The life watch
By Lester del Rey
Norden could not trust his own darkly terrifying thoughts and impulses. Yet he kept a life watch over the whole human race.
The spread of an alien culture across wide wastes of space, with its almost inevitable, remorseless destruction of human life, has chilling implications even for the literal-minded. When mirrored in the bright, adventurous prism of modern science fiction it offers unparalleled opportunities to a writer of Lester del Rey's stature. We're sure you'll agree that he's scored a triumph in this brilliantly imaginative yarn.
Norden could feel dread knot his mind as he watched the tiny blue speck against the black sky. It was a senseless, unnatural emotion, and he knew it. The searing blue point of flame could only mean that the approaching ship was powered by atomic rockets—and the Aliens drove their ships in some mysterious manner, without any kind of reaction motor. The object coming down toward the tiny asteroid could only be of terrestrial origin, powered by a human device.

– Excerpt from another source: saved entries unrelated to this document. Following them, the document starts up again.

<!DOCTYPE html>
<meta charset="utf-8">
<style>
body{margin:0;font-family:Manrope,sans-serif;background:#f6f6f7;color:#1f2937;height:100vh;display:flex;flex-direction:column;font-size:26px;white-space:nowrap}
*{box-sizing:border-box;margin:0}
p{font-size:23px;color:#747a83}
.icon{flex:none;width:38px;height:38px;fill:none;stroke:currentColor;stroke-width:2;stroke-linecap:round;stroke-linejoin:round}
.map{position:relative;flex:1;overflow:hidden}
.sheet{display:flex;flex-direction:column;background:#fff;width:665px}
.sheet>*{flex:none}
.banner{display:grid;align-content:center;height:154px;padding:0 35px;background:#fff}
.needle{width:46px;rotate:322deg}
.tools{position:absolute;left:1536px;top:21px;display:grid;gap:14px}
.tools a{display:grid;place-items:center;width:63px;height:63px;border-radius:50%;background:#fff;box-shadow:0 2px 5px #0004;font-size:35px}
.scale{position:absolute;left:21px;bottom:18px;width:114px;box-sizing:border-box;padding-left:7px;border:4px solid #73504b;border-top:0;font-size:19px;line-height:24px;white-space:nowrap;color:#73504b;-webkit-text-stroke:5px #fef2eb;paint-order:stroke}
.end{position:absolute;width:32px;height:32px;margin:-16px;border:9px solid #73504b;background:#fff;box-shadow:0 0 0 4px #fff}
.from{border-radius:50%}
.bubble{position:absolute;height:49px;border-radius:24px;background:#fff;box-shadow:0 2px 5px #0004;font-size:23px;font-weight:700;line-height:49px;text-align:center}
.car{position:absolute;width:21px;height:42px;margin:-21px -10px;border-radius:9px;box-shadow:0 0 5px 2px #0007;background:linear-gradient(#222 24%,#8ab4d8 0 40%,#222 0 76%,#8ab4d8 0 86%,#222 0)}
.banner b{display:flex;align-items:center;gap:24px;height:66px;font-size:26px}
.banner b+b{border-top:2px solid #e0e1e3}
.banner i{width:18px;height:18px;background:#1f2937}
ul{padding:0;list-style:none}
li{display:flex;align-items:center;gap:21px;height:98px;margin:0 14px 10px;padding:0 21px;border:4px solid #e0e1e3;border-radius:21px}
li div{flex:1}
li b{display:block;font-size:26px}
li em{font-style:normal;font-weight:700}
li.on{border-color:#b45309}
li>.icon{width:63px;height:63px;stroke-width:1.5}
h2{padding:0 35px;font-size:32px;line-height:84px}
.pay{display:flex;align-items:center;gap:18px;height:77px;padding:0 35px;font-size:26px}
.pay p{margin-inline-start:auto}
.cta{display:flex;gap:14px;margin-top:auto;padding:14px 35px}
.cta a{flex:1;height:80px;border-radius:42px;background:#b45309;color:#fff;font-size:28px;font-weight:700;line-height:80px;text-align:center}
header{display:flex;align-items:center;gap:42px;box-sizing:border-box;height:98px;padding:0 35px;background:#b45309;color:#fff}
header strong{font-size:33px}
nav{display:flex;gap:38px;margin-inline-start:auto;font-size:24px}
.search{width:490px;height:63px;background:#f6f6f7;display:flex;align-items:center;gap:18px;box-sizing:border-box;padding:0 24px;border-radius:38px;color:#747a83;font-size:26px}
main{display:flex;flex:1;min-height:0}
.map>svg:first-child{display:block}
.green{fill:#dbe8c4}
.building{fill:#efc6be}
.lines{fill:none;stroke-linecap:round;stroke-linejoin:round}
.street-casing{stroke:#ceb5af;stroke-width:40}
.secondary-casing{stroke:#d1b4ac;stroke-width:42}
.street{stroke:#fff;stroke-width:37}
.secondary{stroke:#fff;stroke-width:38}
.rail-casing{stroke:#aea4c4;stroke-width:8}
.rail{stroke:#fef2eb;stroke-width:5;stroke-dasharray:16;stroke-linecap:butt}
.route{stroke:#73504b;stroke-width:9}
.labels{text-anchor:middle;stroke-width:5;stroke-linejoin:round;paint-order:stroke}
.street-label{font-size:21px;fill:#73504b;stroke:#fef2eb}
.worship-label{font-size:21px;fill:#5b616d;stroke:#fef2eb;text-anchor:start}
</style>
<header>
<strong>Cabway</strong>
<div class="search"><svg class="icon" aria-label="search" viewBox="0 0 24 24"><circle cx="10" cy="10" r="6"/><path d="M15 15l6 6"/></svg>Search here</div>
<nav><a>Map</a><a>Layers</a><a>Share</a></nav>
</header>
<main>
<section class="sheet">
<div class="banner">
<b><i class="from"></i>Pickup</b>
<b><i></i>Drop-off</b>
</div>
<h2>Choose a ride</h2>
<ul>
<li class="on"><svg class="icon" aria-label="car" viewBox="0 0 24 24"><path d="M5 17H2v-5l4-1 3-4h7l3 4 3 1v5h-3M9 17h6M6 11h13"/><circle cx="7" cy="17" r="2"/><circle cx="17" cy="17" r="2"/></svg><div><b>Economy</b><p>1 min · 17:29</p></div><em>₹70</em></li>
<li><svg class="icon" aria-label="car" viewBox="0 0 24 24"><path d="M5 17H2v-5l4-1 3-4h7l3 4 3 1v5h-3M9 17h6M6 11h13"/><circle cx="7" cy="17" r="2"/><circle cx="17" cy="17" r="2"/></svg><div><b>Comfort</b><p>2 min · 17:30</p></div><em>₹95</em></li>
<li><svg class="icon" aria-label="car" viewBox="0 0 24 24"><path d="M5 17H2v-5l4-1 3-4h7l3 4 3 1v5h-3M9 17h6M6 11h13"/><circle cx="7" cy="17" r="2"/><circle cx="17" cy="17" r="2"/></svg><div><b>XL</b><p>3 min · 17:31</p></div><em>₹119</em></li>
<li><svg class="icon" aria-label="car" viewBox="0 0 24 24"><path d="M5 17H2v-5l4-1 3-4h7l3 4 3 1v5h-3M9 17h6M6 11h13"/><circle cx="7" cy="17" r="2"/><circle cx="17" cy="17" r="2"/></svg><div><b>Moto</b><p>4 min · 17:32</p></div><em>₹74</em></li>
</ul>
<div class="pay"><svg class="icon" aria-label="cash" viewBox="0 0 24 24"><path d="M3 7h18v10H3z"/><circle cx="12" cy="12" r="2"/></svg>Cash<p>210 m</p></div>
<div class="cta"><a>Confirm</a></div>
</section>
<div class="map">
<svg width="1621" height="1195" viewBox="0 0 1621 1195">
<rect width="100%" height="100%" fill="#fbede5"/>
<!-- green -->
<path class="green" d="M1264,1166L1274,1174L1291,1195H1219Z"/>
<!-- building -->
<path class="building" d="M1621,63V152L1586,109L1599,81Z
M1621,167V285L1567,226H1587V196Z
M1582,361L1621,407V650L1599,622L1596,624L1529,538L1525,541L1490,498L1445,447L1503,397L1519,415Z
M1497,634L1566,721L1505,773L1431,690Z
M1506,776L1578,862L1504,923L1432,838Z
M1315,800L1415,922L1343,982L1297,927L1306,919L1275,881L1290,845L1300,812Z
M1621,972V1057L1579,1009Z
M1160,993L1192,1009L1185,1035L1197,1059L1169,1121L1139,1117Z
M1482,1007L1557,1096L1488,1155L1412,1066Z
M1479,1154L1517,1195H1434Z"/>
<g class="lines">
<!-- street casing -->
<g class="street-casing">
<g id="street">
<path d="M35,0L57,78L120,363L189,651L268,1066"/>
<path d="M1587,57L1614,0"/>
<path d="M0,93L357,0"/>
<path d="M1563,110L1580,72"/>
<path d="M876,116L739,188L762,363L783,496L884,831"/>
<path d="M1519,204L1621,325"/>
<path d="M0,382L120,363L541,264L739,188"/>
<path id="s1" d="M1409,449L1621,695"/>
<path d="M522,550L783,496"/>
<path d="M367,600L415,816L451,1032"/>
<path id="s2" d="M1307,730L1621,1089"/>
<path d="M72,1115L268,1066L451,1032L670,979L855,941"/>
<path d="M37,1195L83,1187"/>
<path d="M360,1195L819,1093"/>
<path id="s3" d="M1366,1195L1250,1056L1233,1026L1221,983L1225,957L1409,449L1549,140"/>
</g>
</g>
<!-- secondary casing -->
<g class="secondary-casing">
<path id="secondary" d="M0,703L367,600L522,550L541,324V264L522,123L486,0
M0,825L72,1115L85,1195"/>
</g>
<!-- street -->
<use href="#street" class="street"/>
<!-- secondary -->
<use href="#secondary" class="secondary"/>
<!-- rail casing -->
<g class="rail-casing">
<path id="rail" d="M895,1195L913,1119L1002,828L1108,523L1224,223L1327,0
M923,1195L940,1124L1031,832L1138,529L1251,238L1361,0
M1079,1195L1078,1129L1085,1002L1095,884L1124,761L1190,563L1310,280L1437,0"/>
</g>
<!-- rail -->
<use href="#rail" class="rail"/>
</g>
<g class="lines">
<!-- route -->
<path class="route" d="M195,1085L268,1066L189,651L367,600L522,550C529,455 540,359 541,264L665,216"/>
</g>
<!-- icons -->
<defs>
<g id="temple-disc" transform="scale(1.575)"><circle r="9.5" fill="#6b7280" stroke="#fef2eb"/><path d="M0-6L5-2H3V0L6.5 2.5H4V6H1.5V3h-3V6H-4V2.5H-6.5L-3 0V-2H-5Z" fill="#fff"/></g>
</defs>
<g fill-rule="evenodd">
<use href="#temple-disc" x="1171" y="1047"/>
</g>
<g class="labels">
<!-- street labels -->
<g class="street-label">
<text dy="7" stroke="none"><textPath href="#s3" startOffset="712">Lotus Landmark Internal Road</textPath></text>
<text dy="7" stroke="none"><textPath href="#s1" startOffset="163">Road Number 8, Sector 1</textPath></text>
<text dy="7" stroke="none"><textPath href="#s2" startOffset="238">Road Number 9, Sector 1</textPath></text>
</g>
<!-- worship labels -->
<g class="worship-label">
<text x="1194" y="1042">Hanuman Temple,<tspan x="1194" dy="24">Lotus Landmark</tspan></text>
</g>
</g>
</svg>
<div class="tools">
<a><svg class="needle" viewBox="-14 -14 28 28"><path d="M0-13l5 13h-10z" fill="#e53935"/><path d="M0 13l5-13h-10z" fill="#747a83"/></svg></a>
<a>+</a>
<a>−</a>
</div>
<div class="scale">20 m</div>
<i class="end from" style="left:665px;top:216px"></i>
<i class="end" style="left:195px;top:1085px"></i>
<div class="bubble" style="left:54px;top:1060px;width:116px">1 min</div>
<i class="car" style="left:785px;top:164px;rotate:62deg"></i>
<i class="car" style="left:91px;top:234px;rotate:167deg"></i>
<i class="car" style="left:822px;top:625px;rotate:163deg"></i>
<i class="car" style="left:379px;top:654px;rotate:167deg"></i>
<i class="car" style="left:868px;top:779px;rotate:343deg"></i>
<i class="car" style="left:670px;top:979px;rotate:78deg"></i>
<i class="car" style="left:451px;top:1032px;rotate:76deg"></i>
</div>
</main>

Yet his fear grew worse. He shook his head, wondering again how close to insanity he had drifted. His eyes darted sideways, scanning the wreckage that had been his laboratory, then back to the descending ship. Mercifully, he couldn't remember most of what had happened. He only knew that it had been sufficiently bad to drive any human close to the brink of madness. It would have been torturing enough to be left alone for days in a wrecked and airless dome while the oxygen tanks were used up, one by one. But to have seen Hardwick's face when the Aliens caught him....
He tried to stop thinking about it. The Aliens were only vague shadows in his mind now—the picture of what must have happened as remote and unreal as his memories of struggling free from the wreckage.
Somehow, he'd survived against incredible odds, undetected by the Aliens. He'd dug out the emergency transmitter and tried signaling for help. Now apparently, before the last tank of oxygen on his back had been used up completely, rescue had come. He should have been ecstatic with relief.